> [ABOUT THIS TASK] Look through the material below. Copy each line that contains the string "speed".

> [RECORDS PROVIDED]

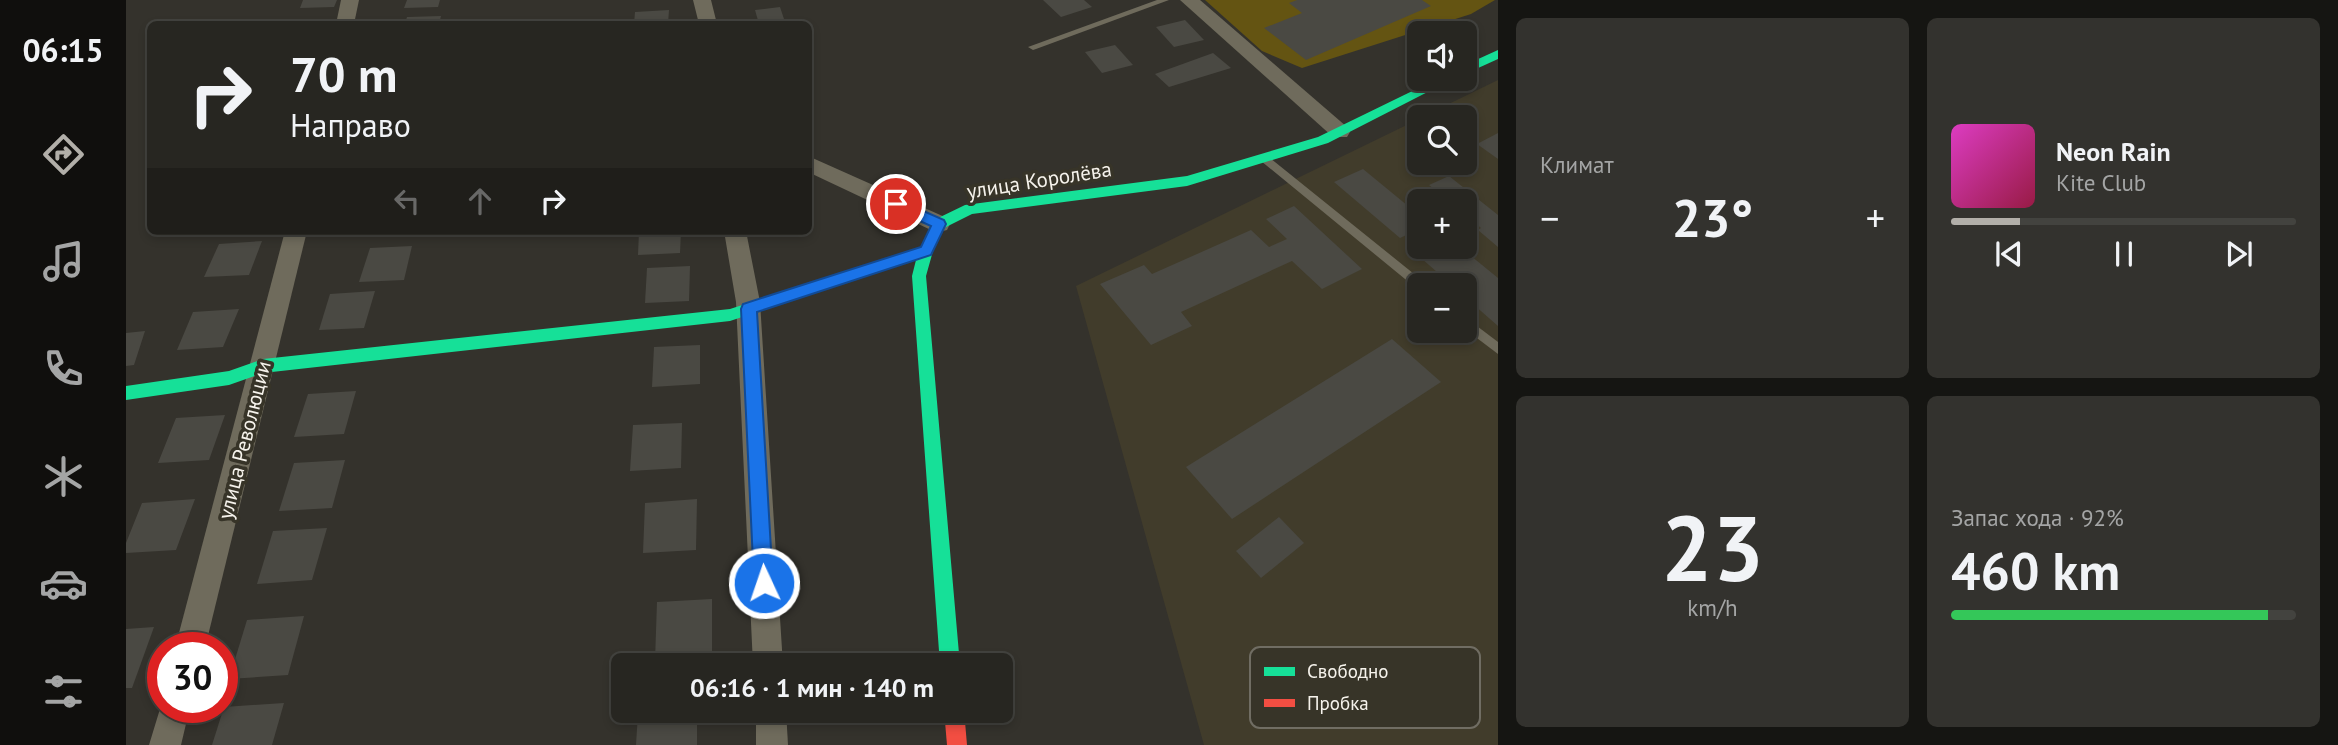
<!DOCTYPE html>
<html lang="ru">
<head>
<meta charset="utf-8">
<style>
  :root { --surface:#272621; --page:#33322e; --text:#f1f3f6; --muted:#a4a5a5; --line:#43433f; --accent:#b2afa9 }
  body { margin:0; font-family:"PT Sans",sans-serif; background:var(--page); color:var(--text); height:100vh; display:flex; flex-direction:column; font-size:26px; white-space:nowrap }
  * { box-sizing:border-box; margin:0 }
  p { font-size:23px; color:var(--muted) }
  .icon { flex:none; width:38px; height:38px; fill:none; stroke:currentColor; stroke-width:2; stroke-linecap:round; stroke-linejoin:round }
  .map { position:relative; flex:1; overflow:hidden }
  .drawer { display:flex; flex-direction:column; gap:18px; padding:18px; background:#151512; width:840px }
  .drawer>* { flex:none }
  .banner { position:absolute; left:21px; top:21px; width:665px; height:214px; border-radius:10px; box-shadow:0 4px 10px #0003,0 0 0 2px var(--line); background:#272621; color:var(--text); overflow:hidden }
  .controls { position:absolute; left:1281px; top:21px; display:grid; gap:14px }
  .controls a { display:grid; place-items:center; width:70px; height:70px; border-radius:10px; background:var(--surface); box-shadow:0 4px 10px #0003,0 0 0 2px var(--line); font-size:35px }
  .speed { position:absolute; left:21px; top:632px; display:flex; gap:14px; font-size:35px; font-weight:700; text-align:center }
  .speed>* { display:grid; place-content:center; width:91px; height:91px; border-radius:50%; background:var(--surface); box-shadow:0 4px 10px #0003,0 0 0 2px var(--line); line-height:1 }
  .speed .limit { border:10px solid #d22; background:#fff; color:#111 }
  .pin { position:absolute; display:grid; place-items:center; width:60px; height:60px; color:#fff; margin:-30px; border:4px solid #fff; border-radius:50%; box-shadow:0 2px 7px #0007 }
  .me { position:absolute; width:77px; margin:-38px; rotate:357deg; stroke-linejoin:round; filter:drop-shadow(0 0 5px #0008) }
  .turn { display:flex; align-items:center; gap:24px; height:147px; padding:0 28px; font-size:32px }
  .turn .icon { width:91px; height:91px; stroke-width:2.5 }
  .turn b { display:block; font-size:49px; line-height:60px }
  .lanes { display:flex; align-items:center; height:66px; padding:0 28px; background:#0003; justify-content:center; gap:35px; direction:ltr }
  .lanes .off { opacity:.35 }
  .big { font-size:52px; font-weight:800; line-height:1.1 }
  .drawer .card { flex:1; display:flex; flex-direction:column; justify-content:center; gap:10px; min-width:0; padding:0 24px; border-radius:10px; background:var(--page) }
  .drawer .dial { align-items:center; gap:0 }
  .dial b { font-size:91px; line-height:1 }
  .song { display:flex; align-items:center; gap:21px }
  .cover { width:84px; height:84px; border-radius:10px; background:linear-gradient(135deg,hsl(310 70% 55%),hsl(340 70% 35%)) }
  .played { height:7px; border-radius:4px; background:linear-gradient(90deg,var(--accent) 20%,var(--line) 20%) }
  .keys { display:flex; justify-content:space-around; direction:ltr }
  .heat { display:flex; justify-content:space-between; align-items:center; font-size:38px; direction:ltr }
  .charge { height:10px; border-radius:5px; background:linear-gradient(90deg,#34c759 92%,var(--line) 0) }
  .drawer .tiles { flex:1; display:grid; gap:18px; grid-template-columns:repeat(2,1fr) }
  .trip { position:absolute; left:485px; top:653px; width:402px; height:70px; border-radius:10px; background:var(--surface); box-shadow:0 4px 10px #0003,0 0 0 2px var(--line); font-weight:800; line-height:70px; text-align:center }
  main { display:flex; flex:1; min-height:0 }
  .tab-bar { display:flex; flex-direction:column; width:126px; justify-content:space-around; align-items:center; background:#100f0d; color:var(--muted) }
  .tab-bar .icon { width:49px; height:49px }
  .tab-bar .on { color:var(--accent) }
  .tab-bar b { font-size:32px; color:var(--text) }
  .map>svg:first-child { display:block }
  .built { fill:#413c2b; fill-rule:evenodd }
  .forest { fill:#645412 }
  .building { fill:#4a4943 }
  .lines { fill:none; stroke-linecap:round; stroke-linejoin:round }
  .lane { fill:#6f6b5c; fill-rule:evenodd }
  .street { fill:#6f6b5c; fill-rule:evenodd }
  .fast { fill:#16e098; fill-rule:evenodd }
  .jam { fill:#f24e42; fill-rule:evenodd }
  .route { fill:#1a73e8; stroke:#114b97; stroke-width:2 }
  .labels { text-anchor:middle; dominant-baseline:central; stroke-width:7; stroke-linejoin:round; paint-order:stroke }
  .street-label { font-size:21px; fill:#f6f3ec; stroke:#373428 }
  .key { fill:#373428; stroke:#706d63; stroke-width:2 }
  .key-label { font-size:19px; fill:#f6f3ec }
</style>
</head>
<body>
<main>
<nav class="tab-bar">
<b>06:15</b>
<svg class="icon on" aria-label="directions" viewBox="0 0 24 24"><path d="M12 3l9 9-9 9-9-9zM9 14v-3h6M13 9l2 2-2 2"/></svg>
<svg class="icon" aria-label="music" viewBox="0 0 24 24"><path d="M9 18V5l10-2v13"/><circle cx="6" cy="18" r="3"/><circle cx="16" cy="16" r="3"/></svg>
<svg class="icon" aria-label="phone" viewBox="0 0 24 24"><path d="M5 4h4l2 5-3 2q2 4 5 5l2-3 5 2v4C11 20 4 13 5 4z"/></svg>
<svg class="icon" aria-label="climate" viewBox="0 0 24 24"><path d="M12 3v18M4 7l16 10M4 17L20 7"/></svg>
<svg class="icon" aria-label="car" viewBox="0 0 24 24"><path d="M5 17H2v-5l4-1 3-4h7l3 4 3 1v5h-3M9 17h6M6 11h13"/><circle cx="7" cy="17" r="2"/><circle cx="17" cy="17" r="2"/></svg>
<svg class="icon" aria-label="filters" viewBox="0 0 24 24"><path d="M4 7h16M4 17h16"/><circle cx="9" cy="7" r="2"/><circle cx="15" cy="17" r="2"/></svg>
</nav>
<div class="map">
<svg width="1372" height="745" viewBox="0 0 1372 745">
  <rect width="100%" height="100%" fill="#34322c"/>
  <path class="built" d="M1372 80V745H1078L950 286 1293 119V163H1339V117H1296ZM1293 201H1339V247H1293ZM1293 285H1339V331H1293Z"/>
  <polygon class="forest" points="1079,0 1369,0 1345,14 1176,68 1136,51"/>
  <g class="building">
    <polygon points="177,0 211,0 208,7 174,8"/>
    <polygon points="281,0 314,0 312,7 278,8"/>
    <polygon points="917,0 958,0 966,7 935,17"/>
    <polygon points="1171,0 1296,0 1305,6 1180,60 1138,28 1176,13 1163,3"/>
    <polygon points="654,7 659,22 633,24 629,10"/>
    <polygon points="543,10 542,24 508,24 509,12"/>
    <polygon points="315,16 313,24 279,24 281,17"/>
    <polygon points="1059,20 1078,40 1048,47 1030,27"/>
    <polygon points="989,45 1007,65 976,73 959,52"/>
    <polygon points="1087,53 1105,68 1043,87 1029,74"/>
    <polygon points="1372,133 1372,159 1351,144"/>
    <polygon points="1237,169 1293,215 1293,229 1274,238 1208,182"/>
    <polygon points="1323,176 1372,215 1372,247 1352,230 1355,228 1339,214 1339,201 1323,201 1303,185"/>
    <polygon points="1168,206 1236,269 1196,289 1166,261 1055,312 1066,326 1025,345 974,284 1018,265 1026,274 1125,230 1143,247 1161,239 1140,219"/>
    <polygon points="218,231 259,231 259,234 216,236"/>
    <polygon points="513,231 555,231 554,253 512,255"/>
    <polygon points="1293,239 1293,247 1334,247 1372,278 1372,326 1339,297 1339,285 1326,285 1280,245"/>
    <polygon points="136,241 123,275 78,277 93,244"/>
    <polygon points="286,246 278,280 233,282 244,248"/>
    <polygon points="564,266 563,301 519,303 521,268"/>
    <polygon points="249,291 238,328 193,330 204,294"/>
    <polygon points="113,309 97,347 51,350 67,312"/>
    <polygon points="19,331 8,365 0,366 0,333"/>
    <polygon points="1266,339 1315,382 1106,519 1060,467"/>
    <polygon points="574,345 574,384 526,387 528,347"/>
    <polygon points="230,391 218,434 168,437 182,394"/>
    <polygon points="99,415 83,460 32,463 50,418"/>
    <polygon points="556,423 555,468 504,471 507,425"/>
    <polygon points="219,460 206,508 153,511 168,463"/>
    <polygon points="69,499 50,550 0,553 0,543 16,503"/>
    <polygon points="571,499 570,550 517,553 519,503"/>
    <polygon points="1153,517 1178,543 1135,578 1110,551"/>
    <polygon points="201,528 186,580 131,584 147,531"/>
    <polygon points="586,599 586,657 529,661 531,602"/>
    <polygon points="178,616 162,675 103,679 121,620"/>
    <polygon points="28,627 6,688 0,688 0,629"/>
    <polygon points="158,703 146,745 86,745 98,707"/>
    <polygon points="546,710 571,710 571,745 510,745 512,713"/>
  </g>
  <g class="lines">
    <g class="lane">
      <polygon points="1031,0 1043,0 910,49 907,50 902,47"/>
      <polygon points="1139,154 1298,282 1300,285 1293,285 1293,289 1290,288 1135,161 1134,158"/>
      <polygon points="1339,317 1372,342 1372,354 1339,329"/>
    </g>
    <g class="street">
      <polygon points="215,0 233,0 228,24 210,24"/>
      <polygon points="567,0 585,0 591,24 573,24"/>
      <polygon points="1054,0 1074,0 1221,127 1224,132 1221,137 1207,137"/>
      <polygon points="682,156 821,218 824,224 821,230 813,232 805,230 682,172"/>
      <polygon points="159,231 181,231 79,648 49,648"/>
      <polygon points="598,231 620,231 634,302 657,665 627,665 610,302"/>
      <polygon points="37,699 37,707 64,707 55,745 23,745"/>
      <polygon points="630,710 660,710 662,745 630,745"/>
    </g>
    <g class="fast">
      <polygon points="1372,50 1372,59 1339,74 1339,65"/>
      <polygon points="1311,79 1327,79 1202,143 1061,186 846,214 818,228 807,251 800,276 834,665 814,665 786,276 790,260 604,321 137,373 103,385 0,400 0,386 103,371 137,359 604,309 795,247 808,220 839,205 1061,176 1192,137"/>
    </g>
    <polygon class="jam" points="818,710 838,710 841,745 821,745"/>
  </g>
  <polygon class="route" points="770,199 818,220 820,224 805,255 631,312 647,583 644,589 638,592 631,589 628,583 615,309 617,304 795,247 805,226 765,208 765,200"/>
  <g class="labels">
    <g class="street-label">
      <text transform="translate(913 180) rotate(-9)">улица Королёва</text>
      <text transform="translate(118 440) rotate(-76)">улица Революции</text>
    </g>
  </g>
  <rect x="1124" y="647" width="230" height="81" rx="10" class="key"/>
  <rect x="1138" y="667" width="31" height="9" fill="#16e098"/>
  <rect x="1138" y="699" width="31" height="8" fill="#f24e42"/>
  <g class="key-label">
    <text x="1181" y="678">Свободно</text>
    <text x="1181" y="710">Пробка</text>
  </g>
</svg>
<div class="controls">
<a><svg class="icon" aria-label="sound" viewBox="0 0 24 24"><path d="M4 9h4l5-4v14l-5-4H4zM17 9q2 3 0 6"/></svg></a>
<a><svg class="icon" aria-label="search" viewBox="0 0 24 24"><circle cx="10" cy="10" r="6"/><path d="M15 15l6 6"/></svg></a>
<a>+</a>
<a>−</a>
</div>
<div class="speed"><div class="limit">30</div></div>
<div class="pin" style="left:770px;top:204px;background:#d93025"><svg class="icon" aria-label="arrive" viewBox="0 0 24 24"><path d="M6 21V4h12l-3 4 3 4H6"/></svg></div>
<svg class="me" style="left:638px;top:583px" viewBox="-20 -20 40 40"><circle r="17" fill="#1a73e8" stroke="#fff" stroke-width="3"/><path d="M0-11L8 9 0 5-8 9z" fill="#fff"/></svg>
<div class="trip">06:16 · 1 мин · 140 m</div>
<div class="banner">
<div class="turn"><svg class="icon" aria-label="right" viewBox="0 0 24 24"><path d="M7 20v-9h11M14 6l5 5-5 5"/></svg><div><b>70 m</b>Направо</div></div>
<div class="lanes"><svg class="icon off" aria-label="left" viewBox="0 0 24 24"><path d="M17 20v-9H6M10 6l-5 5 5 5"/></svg><svg class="icon off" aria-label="ahead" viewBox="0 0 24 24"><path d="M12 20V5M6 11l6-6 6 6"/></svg><svg class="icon" aria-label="right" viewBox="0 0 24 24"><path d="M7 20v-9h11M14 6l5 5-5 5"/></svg></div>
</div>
</div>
<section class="drawer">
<div class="tiles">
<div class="card"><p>Климат</p>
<div class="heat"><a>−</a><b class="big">23°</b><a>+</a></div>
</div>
<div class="card">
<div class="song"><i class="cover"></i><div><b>Neon Rain</b><p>Kite Club</p></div></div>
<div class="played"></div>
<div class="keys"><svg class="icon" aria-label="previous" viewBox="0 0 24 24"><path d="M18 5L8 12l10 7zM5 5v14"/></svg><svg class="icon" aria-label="pause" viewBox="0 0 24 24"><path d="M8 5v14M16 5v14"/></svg><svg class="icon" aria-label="next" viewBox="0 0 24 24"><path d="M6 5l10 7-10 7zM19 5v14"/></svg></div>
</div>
<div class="card dial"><b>23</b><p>km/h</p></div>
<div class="card"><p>Запас хода · 92%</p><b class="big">460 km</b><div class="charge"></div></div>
</div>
</section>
</main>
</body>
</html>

> [TASK ANSWER]
  .speed { position:absolute; left:21px; top:632px; display:flex; gap:14px; font-size:35px; font-weight:700; text-align:center }
  .speed>* { display:grid; place-content:center; width:91px; height:91px; border-radius:50%; background:var(--surface); box-shadow:0 4px 10px #0003,0 0 0 2px var(--line); line-height:1 }
  .speed .limit { border:10px solid #d22; background:#fff; color:#111 }
<div class="speed"><div class="limit">30</div></div>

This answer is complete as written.